Here, at most 4 indels and 4 mismatches are allowed in TRs, and at most 20% unpaired bases are allowed in TRs (all these criteria must be satisfied at the same time).

Outputs:

"perfect.fasta": TIRs with perfect stems and no spacer in the middle.
"perfect.spacer.fasta": TIRs with perfect stems and a spacer in the middle.
"imperfect.fasta": TIRs with imperfect stems.

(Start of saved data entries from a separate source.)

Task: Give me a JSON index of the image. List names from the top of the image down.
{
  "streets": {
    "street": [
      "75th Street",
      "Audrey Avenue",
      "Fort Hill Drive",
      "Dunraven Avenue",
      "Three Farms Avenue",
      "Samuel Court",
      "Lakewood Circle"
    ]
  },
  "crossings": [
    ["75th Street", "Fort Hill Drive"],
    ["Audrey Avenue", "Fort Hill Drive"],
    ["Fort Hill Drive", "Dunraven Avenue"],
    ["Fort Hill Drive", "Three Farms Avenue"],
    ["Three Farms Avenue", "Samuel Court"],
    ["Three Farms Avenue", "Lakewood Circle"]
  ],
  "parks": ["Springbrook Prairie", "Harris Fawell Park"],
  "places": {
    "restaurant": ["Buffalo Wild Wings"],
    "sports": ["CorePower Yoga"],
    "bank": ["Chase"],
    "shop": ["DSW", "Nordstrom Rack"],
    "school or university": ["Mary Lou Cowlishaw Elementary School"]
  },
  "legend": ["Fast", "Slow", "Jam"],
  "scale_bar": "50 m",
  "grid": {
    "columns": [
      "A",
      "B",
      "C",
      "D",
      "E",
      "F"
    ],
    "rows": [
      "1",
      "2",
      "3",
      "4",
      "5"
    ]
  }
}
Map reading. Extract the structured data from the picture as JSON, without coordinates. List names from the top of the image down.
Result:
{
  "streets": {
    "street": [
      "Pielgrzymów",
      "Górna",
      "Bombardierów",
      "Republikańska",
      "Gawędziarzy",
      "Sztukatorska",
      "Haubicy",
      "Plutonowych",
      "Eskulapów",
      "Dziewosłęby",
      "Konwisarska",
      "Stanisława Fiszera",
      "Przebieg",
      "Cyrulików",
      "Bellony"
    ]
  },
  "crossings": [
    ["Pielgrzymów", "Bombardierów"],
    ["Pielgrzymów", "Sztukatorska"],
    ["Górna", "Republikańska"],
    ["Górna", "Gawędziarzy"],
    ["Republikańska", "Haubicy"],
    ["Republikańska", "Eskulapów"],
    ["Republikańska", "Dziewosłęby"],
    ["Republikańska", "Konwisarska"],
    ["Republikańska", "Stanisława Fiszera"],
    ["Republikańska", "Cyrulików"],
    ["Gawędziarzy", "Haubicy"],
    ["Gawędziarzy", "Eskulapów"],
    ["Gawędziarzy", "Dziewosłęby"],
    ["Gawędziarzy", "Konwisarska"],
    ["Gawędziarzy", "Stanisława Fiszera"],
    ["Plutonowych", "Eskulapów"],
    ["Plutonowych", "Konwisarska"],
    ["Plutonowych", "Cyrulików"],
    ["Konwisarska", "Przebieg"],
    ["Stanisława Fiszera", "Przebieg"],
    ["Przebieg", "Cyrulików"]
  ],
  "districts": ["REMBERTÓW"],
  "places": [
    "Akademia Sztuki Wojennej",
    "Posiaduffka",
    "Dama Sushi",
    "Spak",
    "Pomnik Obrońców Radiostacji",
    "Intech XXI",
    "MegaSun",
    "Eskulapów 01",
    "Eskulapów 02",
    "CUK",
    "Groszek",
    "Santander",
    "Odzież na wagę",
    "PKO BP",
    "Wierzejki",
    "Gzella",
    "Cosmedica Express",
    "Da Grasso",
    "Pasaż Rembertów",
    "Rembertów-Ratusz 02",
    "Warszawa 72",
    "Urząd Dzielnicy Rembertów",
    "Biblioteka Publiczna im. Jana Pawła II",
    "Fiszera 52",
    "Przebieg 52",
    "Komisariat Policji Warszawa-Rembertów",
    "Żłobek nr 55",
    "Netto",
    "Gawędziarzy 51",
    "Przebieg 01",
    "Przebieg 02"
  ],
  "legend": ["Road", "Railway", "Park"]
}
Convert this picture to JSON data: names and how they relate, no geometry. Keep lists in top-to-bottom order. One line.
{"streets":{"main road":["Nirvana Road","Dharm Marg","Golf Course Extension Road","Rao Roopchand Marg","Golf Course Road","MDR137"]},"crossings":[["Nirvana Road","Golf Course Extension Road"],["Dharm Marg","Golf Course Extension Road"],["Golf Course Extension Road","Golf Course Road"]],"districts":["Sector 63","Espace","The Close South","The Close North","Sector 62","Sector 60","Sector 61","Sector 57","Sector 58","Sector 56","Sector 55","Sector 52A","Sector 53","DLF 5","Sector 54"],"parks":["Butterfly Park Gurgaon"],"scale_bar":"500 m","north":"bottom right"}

The identifier of each TIR sequence (e.g., ">6:2367817:2367964:10m") has the format: ">ChromosomeName:GenomicStartPosition:GenomicStopPosition:TIR_pairing".

For TIR_pairing:
	"m" means matches in base pairing (A and T; C and G);
	"M" means mismatches in base pairing;
	"I" means insertions in base pairing;
	"D" means deletions in base pairing;

[3.2] TDR detection	  
			  
Use program "grf-main" with option "-c 2". e.g.,

# grf-main -i genome.fa -o . -c 2 --min_tr 10 -t 16

Here, the input file is "genome.fa"; the output directory is current directory; minimum terminal repeat length = 10; 16 threads are used.

Outputs:

"perfect.fasta": TDRs with perfect stems and no spacer in the middle.
"perfect.spacer.fasta": TDRs with perfect stems and a spacer in the middle.
"imperfect.fasta": TDRs with imperfect stems.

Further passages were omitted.